## Instructions for the task
Set down, please, exactly the lines below that run from the line with "ctx.lineCap = dash ? 'butt' : 'round';" to the line with "ctx.save();", both lines included.

>>>>

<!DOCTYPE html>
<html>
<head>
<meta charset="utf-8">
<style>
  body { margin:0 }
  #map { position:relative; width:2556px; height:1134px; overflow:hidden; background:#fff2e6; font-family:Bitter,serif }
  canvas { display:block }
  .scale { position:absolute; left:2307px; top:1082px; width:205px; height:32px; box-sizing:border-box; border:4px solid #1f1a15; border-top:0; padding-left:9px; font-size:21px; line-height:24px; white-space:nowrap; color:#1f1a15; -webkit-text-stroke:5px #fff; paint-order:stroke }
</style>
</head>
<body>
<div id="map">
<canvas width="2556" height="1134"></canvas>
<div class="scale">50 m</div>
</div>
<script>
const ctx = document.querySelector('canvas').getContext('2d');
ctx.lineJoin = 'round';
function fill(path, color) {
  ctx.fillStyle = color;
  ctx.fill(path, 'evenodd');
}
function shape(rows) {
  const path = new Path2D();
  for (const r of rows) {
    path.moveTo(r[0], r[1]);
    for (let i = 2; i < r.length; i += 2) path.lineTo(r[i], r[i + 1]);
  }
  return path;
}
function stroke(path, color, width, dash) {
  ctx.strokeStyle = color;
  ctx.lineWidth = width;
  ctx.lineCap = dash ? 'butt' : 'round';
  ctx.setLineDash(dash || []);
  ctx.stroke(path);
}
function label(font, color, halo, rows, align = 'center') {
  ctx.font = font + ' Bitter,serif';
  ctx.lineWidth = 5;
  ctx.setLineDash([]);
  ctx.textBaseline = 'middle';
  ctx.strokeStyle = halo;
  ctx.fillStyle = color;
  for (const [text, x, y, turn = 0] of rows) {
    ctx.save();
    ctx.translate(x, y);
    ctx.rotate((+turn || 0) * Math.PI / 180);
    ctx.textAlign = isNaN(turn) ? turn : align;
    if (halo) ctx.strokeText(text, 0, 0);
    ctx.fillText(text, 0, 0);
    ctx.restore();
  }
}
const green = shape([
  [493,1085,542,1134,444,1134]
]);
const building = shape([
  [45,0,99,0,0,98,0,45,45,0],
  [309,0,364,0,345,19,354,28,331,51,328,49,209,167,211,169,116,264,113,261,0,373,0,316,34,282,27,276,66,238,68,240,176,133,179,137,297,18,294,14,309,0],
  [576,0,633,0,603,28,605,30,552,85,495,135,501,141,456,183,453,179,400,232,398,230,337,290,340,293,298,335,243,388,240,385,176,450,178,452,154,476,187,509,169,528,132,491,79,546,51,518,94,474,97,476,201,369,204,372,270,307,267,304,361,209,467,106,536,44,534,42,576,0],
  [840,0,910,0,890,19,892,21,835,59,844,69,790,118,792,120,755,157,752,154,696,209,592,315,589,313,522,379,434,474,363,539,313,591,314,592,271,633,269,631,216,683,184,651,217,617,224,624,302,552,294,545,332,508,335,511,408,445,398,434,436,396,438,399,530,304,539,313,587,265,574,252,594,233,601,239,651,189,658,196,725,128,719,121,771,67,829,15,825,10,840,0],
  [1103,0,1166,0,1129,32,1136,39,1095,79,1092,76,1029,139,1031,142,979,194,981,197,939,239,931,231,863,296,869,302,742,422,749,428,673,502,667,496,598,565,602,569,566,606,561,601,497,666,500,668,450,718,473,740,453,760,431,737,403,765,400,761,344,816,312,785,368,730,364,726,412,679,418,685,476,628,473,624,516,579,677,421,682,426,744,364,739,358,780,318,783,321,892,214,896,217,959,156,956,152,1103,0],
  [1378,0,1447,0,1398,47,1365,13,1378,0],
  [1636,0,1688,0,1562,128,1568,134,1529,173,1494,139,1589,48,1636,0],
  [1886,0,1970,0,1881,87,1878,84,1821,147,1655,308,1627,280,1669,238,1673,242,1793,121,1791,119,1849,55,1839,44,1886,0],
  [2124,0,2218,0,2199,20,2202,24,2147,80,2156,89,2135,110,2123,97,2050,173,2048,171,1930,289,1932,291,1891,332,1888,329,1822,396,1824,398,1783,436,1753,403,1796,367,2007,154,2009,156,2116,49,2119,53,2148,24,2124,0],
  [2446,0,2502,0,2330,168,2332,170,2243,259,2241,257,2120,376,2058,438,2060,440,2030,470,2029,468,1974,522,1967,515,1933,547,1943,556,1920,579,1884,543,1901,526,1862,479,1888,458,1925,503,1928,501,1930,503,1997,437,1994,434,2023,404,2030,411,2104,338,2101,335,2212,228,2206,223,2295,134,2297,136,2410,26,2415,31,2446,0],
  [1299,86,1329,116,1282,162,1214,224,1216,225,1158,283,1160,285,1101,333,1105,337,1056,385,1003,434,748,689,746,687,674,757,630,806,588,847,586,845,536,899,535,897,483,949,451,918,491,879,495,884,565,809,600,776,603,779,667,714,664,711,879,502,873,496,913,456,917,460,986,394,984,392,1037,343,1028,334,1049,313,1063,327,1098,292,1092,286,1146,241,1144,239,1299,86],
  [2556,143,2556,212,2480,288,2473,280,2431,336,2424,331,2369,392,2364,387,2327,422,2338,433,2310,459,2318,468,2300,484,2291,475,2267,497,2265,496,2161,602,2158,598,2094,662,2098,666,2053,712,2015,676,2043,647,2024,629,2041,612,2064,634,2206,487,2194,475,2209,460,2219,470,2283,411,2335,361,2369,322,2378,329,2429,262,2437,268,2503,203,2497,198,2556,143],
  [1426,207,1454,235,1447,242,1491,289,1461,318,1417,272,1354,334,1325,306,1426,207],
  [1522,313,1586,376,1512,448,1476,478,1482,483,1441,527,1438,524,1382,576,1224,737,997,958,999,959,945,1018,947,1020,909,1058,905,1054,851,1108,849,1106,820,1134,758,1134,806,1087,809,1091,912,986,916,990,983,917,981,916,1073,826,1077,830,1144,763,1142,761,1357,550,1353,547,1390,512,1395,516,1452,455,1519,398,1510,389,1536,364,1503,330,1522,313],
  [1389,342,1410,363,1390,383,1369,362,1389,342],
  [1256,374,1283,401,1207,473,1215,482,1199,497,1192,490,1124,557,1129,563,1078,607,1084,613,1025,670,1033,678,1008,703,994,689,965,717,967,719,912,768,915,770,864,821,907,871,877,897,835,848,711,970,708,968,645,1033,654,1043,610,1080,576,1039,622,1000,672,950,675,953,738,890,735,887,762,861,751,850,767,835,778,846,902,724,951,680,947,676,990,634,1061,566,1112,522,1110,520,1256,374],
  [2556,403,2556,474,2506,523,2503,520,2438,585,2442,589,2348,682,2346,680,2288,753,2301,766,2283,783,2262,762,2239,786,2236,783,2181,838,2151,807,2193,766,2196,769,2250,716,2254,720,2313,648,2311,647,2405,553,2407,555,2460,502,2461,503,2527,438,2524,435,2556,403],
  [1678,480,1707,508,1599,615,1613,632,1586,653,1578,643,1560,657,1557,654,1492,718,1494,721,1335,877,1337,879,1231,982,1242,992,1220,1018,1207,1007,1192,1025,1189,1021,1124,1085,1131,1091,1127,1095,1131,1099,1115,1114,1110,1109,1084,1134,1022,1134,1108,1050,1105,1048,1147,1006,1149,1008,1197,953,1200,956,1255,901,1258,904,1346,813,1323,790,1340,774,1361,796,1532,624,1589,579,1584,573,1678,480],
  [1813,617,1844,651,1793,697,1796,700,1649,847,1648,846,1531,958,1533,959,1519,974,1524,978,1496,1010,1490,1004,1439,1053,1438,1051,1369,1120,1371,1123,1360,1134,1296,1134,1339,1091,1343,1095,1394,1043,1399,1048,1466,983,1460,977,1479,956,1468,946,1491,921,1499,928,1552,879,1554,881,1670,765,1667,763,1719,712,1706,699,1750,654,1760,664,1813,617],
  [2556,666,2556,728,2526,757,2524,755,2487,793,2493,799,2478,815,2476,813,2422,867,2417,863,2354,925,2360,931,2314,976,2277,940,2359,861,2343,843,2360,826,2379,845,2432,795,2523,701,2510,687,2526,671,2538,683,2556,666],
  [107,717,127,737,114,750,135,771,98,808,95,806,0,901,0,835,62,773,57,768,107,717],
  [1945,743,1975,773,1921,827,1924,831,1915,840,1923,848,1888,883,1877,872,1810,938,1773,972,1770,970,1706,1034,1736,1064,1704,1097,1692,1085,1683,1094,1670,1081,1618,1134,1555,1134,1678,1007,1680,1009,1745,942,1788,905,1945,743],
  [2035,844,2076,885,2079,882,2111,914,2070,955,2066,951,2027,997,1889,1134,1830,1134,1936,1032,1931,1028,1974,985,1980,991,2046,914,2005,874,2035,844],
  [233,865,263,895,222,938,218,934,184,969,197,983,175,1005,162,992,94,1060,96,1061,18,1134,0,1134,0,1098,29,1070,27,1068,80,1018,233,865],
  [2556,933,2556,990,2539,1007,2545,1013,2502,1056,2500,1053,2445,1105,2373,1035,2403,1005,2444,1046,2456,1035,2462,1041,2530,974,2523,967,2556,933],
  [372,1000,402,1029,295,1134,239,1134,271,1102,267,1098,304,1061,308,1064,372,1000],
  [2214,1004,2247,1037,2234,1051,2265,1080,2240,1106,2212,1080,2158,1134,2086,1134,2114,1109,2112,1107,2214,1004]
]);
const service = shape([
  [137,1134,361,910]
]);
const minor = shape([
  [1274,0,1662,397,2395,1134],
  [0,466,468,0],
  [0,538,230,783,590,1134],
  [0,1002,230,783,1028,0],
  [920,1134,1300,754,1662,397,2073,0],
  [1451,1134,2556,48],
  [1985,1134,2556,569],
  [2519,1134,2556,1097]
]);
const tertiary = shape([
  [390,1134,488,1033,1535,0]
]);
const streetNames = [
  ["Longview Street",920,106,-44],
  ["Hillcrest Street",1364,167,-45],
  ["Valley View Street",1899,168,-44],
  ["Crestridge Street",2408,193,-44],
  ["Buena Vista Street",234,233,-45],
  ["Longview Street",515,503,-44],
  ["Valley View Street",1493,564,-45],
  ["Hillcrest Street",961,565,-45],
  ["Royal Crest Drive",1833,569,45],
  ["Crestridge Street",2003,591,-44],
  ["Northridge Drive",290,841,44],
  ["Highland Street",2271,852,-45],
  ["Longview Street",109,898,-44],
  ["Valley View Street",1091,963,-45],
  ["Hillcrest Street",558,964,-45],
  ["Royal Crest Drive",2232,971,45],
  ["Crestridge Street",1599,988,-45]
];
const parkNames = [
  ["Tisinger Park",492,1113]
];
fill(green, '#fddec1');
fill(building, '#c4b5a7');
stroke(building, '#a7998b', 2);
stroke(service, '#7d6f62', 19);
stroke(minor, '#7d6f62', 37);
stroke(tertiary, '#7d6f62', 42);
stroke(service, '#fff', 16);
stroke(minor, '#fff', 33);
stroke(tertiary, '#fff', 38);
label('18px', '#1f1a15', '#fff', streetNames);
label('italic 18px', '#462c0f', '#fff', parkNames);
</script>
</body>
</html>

<<<<

## Task answer
  ctx.lineCap = dash ? 'butt' : 'round';
  ctx.setLineDash(dash || []);
  ctx.stroke(path);
}
function label(font, color, halo, rows, align = 'center') {
  ctx.font = font + ' Bitter,serif';
  ctx.lineWidth = 5;
  ctx.setLineDash([]);
  ctx.textBaseline = 'middle';
  ctx.strokeStyle = halo;
  ctx.fillStyle = color;
  for (const [text, x, y, turn = 0] of rows) {
    ctx.save();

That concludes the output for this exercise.